**Instructions for the task:** Leave the pictures out and return every line below exactly.

[Collected data entries]
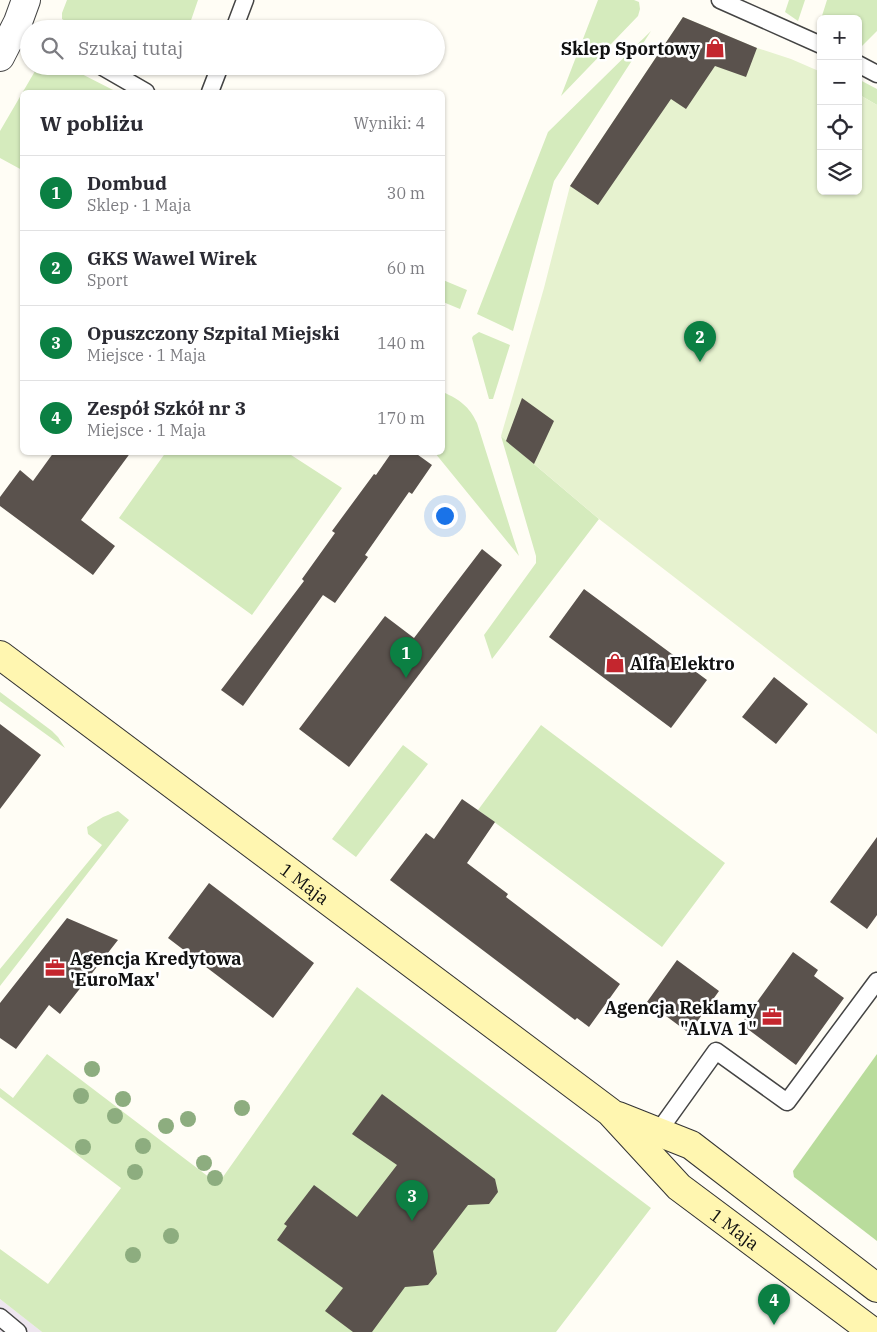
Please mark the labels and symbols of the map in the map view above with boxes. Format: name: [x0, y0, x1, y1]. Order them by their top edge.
place label: Sklep Sportowy: [561, 37, 701, 60]
shop icon: Sklep Sportowy: [704, 37, 726, 59]
pin: 2: [684, 321, 716, 362]
your location: [432, 503, 458, 529]
pin: 1: [390, 637, 422, 678]
shop icon: Alfa Elektro: [604, 652, 626, 674]
place label: Alfa Elektro: [630, 652, 735, 675]
street label: 1 Maja: [276, 857, 334, 909]
place label: Agencja Kredytowa 'EuroMax': [70, 947, 242, 991]
office icon: Agencja Kredytowa 'EuroMax': [44, 957, 66, 979]
place label: Agencja Reklamy "ALVA 1": [605, 996, 758, 1040]
office icon: Agencja Reklamy "ALVA 1": [761, 1006, 783, 1028]
pin: 3: [396, 1180, 428, 1221]
street label: 1 Maja: [706, 1203, 764, 1255]
pin: 4: [758, 1284, 790, 1325]

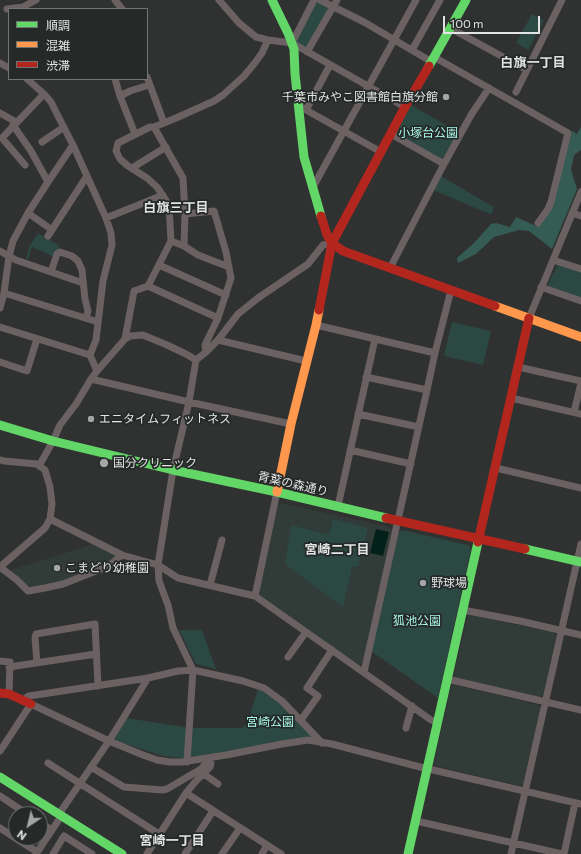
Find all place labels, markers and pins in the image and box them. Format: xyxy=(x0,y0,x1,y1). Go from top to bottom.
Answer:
place label: 千葉市みやこ図書館白旗分館 xyxy=(282,90,438,104)
marker: 千葉市みやこ図書館白旗分館 xyxy=(441,92,451,102)
place label: エニタイムフィットネス xyxy=(99,412,231,426)
marker: エニタイムフィットネス xyxy=(86,414,96,424)
place label: 国分クリニック xyxy=(113,456,197,470)
marker: 国分クリニック xyxy=(98,457,110,469)
place label: こまどり幼稚園 xyxy=(65,561,149,575)
marker: こまどり幼稚園 xyxy=(52,563,62,573)
place label: 野球場 xyxy=(431,576,467,590)
marker: 野球場 xyxy=(418,578,428,588)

**Problem solution:**
Please mark the labels and symbols of the map in the map view above with boxes. Format: name: [x0, y0, x1, y1]. Order them by their top edge.
place label: Sklep Sportowy: [561, 37, 701, 60]
shop icon: Sklep Sportowy: [704, 37, 726, 59]
pin: 2: [684, 321, 716, 362]
your location: [432, 503, 458, 529]
pin: 1: [390, 637, 422, 678]
shop icon: Alfa Elektro: [604, 652, 626, 674]
place label: Alfa Elektro: [630, 652, 735, 675]
street label: 1 Maja: [276, 857, 334, 909]
place label: Agencja Kredytowa 'EuroMax': [70, 947, 242, 991]
office icon: Agencja Kredytowa 'EuroMax': [44, 957, 66, 979]
place label: Agencja Reklamy "ALVA 1": [605, 996, 758, 1040]
office icon: Agencja Reklamy "ALVA 1": [761, 1006, 783, 1028]
pin: 3: [396, 1180, 428, 1221]
street label: 1 Maja: [706, 1203, 764, 1255]
pin: 4: [758, 1284, 790, 1325]

Find all place labels, markers and pins in the image and box them. Format: xyxy=(x0,y0,x1,y1). Go from top to bottom.
Answer:
place label: 千葉市みやこ図書館白旗分館 xyxy=(282,90,438,104)
marker: 千葉市みやこ図書館白旗分館 xyxy=(441,92,451,102)
place label: エニタイムフィットネス xyxy=(99,412,231,426)
marker: エニタイムフィットネス xyxy=(86,414,96,424)
place label: 国分クリニック xyxy=(113,456,197,470)
marker: 国分クリニック xyxy=(98,457,110,469)
place label: こまどり幼稚園 xyxy=(65,561,149,575)
marker: こまどり幼稚園 xyxy=(52,563,62,573)
place label: 野球場 xyxy=(431,576,467,590)
marker: 野球場 xyxy=(418,578,428,588)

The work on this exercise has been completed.